• [EXTRACTED DATA]
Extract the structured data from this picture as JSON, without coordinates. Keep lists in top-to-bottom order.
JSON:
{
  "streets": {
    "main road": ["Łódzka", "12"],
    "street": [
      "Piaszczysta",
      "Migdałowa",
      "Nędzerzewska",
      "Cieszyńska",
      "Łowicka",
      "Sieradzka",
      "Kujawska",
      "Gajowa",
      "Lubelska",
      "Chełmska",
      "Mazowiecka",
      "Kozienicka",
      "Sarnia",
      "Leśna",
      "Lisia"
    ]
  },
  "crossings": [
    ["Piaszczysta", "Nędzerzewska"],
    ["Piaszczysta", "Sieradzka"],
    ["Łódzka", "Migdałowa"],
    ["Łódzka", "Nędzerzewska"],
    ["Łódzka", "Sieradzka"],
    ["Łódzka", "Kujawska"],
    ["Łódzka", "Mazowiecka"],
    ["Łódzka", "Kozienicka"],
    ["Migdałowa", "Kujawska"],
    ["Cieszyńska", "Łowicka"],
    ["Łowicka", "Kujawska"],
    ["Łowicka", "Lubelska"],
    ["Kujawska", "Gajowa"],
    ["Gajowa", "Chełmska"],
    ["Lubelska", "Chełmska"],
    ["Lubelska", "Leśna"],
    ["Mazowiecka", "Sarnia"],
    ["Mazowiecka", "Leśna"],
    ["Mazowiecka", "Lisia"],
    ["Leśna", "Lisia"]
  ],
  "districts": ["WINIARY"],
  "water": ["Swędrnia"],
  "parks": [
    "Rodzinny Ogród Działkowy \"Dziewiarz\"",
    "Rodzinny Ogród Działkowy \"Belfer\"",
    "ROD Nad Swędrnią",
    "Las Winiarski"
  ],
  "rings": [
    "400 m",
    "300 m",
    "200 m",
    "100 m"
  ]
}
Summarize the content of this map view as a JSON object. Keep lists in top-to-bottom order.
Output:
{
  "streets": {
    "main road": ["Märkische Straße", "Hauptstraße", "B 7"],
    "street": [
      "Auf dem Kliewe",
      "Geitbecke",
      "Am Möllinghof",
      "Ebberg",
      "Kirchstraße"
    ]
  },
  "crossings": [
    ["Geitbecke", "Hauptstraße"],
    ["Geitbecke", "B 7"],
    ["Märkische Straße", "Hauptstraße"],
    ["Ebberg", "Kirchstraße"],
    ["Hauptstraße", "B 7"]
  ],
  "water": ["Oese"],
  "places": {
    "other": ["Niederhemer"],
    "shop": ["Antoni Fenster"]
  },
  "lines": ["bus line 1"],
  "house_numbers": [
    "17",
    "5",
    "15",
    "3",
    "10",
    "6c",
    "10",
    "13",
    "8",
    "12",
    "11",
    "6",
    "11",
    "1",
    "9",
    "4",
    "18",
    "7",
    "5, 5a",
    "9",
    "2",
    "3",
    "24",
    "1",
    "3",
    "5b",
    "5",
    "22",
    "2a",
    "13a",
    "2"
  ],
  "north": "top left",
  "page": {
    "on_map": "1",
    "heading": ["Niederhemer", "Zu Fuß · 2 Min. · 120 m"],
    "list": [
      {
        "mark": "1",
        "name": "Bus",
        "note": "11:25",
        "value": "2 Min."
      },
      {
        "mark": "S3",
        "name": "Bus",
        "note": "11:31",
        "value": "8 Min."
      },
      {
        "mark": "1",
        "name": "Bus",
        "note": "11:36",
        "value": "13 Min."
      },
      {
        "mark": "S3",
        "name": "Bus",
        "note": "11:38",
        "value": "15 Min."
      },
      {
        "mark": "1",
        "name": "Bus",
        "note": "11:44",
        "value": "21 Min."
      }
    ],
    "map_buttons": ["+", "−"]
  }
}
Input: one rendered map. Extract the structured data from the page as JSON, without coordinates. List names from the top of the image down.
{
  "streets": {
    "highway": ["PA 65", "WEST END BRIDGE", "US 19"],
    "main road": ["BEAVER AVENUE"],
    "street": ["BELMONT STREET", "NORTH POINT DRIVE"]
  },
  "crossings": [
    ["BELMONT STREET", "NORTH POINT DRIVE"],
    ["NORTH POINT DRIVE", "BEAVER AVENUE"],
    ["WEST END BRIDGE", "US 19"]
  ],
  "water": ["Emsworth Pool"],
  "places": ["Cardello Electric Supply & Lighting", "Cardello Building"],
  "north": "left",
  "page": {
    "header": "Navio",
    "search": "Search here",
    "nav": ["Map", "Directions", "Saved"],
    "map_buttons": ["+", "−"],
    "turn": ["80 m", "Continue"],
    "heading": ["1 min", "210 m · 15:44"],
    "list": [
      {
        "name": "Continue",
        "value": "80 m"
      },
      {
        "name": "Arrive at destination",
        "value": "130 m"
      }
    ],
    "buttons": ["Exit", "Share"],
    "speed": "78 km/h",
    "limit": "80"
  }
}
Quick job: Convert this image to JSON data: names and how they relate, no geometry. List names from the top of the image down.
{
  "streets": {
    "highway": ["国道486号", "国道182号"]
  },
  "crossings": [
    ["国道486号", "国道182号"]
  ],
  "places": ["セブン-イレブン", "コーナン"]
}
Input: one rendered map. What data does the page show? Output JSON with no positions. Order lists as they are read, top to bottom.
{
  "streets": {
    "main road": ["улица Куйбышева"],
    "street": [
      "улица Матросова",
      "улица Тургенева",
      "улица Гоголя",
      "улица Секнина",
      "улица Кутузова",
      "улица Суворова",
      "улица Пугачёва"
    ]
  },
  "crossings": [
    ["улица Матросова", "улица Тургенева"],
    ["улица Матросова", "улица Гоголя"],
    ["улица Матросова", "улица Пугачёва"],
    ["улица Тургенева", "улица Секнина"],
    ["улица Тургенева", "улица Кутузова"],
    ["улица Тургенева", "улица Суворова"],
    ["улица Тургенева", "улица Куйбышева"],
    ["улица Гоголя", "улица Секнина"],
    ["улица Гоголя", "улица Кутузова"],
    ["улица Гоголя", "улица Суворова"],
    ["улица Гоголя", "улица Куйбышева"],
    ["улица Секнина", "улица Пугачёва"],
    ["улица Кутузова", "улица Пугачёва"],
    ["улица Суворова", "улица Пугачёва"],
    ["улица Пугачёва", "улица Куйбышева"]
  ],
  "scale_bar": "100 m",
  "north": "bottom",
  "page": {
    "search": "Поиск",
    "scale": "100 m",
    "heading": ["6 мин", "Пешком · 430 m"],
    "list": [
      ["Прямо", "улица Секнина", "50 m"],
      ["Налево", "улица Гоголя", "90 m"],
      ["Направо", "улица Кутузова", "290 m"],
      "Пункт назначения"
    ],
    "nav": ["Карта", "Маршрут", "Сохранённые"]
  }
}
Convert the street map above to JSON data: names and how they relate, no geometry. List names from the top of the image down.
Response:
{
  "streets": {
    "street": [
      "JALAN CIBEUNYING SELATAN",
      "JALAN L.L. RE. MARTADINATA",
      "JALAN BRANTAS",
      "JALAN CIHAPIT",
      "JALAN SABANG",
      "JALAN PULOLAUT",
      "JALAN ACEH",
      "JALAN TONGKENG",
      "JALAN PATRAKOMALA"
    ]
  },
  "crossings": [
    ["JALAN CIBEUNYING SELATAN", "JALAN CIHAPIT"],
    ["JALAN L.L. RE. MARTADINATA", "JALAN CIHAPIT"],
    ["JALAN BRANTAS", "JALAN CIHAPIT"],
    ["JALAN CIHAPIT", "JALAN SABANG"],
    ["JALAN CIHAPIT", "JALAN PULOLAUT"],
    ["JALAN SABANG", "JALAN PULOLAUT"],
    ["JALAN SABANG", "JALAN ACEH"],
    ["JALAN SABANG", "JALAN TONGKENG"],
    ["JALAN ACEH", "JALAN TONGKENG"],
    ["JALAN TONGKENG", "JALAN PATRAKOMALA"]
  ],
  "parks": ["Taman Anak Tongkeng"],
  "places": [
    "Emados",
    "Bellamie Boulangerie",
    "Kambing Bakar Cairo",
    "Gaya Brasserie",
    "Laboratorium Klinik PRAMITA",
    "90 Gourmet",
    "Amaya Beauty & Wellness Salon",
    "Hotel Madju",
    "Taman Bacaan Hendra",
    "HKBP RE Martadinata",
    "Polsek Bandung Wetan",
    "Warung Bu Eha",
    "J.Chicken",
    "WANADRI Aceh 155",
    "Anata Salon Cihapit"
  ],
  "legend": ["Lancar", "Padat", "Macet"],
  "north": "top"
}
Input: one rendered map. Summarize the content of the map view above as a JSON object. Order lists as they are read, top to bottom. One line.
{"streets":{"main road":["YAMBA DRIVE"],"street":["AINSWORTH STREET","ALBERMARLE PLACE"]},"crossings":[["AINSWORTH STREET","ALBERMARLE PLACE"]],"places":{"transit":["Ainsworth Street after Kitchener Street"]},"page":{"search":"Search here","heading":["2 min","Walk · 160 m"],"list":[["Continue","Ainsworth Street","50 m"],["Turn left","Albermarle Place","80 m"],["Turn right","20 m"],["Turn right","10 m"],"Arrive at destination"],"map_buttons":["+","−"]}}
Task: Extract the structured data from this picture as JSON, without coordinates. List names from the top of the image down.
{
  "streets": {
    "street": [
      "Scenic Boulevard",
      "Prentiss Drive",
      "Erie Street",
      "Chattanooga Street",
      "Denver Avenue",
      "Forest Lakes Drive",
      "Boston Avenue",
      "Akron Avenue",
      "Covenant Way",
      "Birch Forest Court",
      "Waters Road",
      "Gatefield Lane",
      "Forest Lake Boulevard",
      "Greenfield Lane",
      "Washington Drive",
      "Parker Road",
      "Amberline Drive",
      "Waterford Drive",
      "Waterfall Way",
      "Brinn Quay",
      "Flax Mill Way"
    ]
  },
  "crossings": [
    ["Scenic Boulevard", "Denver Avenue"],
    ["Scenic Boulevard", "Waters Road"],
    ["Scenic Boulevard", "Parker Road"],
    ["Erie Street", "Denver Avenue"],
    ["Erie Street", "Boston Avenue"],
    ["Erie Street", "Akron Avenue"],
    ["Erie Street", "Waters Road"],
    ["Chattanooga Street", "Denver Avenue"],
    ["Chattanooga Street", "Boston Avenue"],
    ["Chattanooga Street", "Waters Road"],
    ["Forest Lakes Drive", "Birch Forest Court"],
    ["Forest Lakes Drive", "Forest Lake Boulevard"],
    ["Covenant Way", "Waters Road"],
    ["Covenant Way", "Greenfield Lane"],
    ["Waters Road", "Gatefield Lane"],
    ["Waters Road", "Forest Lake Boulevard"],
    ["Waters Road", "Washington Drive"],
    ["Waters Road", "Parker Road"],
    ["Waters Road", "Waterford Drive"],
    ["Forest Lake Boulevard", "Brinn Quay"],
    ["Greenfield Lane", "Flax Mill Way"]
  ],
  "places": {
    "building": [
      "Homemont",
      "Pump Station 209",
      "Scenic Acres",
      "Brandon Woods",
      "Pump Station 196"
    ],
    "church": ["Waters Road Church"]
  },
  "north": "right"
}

• [PROBLEM STATEMENT] Of all the entries above, output exactly the lines between the one holding "Input: one rendered map. What" and the one holding "Convert the street", inclusive.

• [RESPONSE TO THIS EXERCISE]
Input: one rendered map. What data does the page show? Output JSON with no positions. Order lists as they are read, top to bottom.
{
  "streets": {
    "main road": ["улица Куйбышева"],
    "street": [
      "улица Матросова",
      "улица Тургенева",
      "улица Гоголя",
      "улица Секнина",
      "улица Кутузова",
      "улица Суворова",
      "улица Пугачёва"
    ]
  },
  "crossings": [
    ["улица Матросова", "улица Тургенева"],
    ["улица Матросова", "улица Гоголя"],
    ["улица Матросова", "улица Пугачёва"],
    ["улица Тургенева", "улица Секнина"],
    ["улица Тургенева", "улица Кутузова"],
    ["улица Тургенева", "улица Суворова"],
    ["улица Тургенева", "улица Куйбышева"],
    ["улица Гоголя", "улица Секнина"],
    ["улица Гоголя", "улица Кутузова"],
    ["улица Гоголя", "улица Суворова"],
    ["улица Гоголя", "улица Куйбышева"],
    ["улица Секнина", "улица Пугачёва"],
    ["улица Кутузова", "улица Пугачёва"],
    ["улица Суворова", "улица Пугачёва"],
    ["улица Пугачёва", "улица Куйбышева"]
  ],
  "scale_bar": "100 m",
  "north": "bottom",
  "page": {
    "search": "Поиск",
    "scale": "100 m",
    "heading": ["6 мин", "Пешком · 430 m"],
    "list": [
      ["Прямо", "улица Секнина", "50 m"],
      ["Налево", "улица Гоголя", "90 m"],
      ["Направо", "улица Кутузова", "290 m"],
      "Пункт назначения"
    ],
    "nav": ["Карта", "Маршрут", "Сохранённые"]
  }
}
Convert the street map above to JSON data: names and how they relate, no geometry. List names from the top of the image down.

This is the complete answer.